Upon his retirement as chairman, Sandner was elected special policy advisor to the CME board of directors. He also served as chairman of the CME Foundation. He was a member of the team that took the CME public on December 6, 2002, making it the first exchange in the United States to be publicly traded. Sandner played a significant role in the acquisitions of the Chicago Board of Trade in 2007, and the New York Mercantile Exchange the following year. He also served on the board of the Dubai Mercantile Exchange.

===Public service and community involvement===
Sandner testified frequently before Congress as an industry leader, most notably the 1980 Gold and Silver Crisis, the 1987 stock market crash, and in the 1990s the modernization of financial services regulation. Bill Clinton invited Sandner to address his economic summit in Little Rock in December 1992. Three years later, U.S. Treasury Secretary Robert E. Rubin appointed him to the U.S. Advisory Commission on Financial Services. He was asked in 1997 to be the U.S. Chair for Financial Services at the Trans-Atlantic Business Dialogue Conference in Rome. Clinton later appointed Sandner to the President's Export Council in 1999, the premier National Advisory Council advising the President on International Trade. Sandner was appointed in 2001 by Congress to serve on the Library of Congress National Digital Strategy Advisory Board (NDSAB) to develop a national digital strategy for the preservation, management and distribution of the government's digital materials and information.

Sandner was a trustee of the University of Notre Dame, Rush University Medical Center, the Museum of Science and Industry of Chicago, and the John G. Shedd Aquarium. It was in this capacity at Notre Dame that he persuaded the school to establish a program for individuals with special needs. He was chairman of the Cancer Institute at Rush University Medical Center, and served on the boards of the National Futures Association, the Civic Committee of the Commercial Club of Chicago, Ryan Specialty Group, and Virtu Financial LLC. He was also a member of the Economic Club of Chicago and the Executive Club of Chicago.

==Honors and recognition==
Sandner was conferred the Points of Light Award from President George H. W. Bush, the Horatio Alger Award (1998), the “Living Proof Award” from Rush University Children's Hospital Neurobehavioral Center and was named Man of the Year by the Juvenile Diabetes Foundation. He was also inducted into the Italian-American Sports Hall of Fame in 1995, and honored by the Brazilian-American Chamber of Commerce as Person of the Year in 1996. Sandner was bestowed the National Wrestling Hall of Fame Outstanding American Award in the fall of 2008.
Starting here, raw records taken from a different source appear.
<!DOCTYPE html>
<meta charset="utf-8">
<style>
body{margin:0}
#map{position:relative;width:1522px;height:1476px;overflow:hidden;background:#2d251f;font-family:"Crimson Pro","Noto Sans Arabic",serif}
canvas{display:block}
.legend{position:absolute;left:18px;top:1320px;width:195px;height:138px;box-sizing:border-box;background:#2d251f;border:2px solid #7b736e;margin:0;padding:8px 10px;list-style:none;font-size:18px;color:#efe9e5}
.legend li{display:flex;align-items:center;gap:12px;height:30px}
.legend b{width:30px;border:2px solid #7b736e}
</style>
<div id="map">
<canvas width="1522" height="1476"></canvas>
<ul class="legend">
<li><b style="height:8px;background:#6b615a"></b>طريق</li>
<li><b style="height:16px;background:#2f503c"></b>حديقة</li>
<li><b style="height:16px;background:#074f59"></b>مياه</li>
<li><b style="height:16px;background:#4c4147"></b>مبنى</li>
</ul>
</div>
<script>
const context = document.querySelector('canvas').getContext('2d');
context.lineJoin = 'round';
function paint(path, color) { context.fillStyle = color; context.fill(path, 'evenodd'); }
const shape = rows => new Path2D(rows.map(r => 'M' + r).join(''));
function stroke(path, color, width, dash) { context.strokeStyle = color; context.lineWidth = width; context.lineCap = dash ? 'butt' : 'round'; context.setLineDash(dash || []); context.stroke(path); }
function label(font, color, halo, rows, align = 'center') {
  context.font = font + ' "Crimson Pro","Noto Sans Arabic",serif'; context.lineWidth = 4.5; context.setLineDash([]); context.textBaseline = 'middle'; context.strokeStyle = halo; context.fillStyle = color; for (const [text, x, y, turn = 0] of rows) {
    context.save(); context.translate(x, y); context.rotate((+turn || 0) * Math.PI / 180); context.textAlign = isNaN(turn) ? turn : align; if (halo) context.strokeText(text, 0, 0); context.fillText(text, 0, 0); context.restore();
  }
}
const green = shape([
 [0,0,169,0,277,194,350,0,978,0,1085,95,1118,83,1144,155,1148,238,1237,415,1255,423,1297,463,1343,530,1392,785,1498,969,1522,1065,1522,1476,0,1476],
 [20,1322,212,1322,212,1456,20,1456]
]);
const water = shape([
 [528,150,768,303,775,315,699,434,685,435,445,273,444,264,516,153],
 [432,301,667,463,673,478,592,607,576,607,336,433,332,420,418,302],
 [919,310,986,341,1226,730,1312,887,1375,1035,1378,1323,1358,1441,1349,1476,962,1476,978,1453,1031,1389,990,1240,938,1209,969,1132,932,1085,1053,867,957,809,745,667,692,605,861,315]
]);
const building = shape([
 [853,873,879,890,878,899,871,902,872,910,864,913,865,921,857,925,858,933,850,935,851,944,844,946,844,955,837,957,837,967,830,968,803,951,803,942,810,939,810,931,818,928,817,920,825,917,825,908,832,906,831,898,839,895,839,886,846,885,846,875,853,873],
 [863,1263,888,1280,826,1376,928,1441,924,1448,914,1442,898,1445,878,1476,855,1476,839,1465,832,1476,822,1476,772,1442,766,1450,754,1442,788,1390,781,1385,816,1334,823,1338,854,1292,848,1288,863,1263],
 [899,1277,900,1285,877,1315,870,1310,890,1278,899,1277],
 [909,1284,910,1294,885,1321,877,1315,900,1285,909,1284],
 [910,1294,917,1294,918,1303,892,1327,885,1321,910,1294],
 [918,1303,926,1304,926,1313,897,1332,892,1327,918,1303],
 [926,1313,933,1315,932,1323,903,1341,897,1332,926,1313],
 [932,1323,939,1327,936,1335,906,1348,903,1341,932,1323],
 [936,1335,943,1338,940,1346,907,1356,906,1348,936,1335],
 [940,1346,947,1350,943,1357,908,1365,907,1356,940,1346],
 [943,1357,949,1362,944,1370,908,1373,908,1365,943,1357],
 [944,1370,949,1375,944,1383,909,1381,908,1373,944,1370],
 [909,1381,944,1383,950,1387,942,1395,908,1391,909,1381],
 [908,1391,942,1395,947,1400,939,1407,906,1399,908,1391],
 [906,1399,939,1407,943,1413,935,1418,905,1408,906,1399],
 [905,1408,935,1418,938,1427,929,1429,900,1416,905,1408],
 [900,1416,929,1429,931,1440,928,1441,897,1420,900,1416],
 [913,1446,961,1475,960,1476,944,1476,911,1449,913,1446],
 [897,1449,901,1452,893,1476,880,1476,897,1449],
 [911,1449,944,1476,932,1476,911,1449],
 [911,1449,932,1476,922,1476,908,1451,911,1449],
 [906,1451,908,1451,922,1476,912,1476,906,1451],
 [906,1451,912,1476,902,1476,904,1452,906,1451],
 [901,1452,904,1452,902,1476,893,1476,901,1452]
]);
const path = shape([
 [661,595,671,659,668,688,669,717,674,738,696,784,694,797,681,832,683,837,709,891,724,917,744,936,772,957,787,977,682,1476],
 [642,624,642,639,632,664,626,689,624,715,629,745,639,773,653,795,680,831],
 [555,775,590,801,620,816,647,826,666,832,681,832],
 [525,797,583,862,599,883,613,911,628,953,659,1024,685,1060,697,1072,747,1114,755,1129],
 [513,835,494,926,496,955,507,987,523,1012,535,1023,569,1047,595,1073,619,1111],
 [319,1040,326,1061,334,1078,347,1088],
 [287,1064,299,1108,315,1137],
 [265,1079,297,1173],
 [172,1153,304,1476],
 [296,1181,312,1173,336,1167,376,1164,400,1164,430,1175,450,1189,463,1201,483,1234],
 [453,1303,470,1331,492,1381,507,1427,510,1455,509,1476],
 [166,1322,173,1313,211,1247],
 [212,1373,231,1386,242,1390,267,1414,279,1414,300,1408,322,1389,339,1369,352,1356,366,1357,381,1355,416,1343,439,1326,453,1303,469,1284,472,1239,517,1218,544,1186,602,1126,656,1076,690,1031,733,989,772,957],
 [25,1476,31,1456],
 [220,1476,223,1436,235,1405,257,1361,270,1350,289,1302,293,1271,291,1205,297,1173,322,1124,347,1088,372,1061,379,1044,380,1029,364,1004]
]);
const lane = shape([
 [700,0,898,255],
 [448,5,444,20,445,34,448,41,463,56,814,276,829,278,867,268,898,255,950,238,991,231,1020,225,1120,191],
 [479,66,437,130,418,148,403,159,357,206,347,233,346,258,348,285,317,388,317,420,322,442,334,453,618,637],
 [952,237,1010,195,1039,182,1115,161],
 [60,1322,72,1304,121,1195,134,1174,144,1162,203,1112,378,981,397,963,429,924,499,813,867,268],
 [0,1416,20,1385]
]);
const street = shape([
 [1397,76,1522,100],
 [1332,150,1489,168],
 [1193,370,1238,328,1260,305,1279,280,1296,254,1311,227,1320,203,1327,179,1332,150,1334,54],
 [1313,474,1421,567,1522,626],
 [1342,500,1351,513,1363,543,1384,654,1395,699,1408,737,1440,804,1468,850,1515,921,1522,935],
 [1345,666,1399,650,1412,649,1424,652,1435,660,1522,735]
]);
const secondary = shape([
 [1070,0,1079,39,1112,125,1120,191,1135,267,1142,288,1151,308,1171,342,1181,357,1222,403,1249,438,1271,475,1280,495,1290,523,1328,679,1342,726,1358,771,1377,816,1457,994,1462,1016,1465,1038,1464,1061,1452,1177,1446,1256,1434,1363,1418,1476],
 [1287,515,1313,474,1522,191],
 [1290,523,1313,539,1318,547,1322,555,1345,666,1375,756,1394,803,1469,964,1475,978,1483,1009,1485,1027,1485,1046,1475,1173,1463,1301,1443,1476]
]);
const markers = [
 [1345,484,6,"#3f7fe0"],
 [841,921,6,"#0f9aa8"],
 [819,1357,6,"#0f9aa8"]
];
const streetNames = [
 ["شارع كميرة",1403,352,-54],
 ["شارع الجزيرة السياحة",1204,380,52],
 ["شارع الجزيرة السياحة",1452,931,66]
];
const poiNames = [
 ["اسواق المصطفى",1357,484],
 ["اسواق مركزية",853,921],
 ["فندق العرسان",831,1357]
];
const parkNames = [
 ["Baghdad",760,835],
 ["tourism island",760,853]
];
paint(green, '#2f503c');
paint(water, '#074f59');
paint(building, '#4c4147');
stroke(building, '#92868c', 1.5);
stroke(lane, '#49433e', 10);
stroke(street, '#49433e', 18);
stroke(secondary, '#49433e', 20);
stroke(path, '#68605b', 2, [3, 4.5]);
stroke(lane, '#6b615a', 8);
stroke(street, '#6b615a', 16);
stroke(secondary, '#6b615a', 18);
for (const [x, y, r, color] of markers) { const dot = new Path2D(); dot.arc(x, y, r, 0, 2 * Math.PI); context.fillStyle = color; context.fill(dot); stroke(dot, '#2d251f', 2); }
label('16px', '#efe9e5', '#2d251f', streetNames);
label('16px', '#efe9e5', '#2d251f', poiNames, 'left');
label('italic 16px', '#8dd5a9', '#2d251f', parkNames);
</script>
Sandner was awarded an honorary doctorate of law from the University of Notre Dame on May 21, 2006. He was honored with an endowed chair "Chicago Mercantile Exchange John F. Sandner in Futures and Options Studies" at Northwestern University J.L. Kellogg Graduate School of Management. He was awarded an honorary Doctor of Humane Letters by Roosevelt University and Lincoln College (Illinois).

==Personal life==
Sandner met his wife, Carole, while studying at Notre Dame. She worked as a nurse at a hospital in South Bend, Indiana. They were married for 51 years until his death. Together, they adopted eight children.

Sandner resided in Lake Bluff, Illinois, during his later years. He died on March 11, 2021, at Northwestern Memorial Hospital in Chicago. He was 79, and suffered a stroke prior to his death.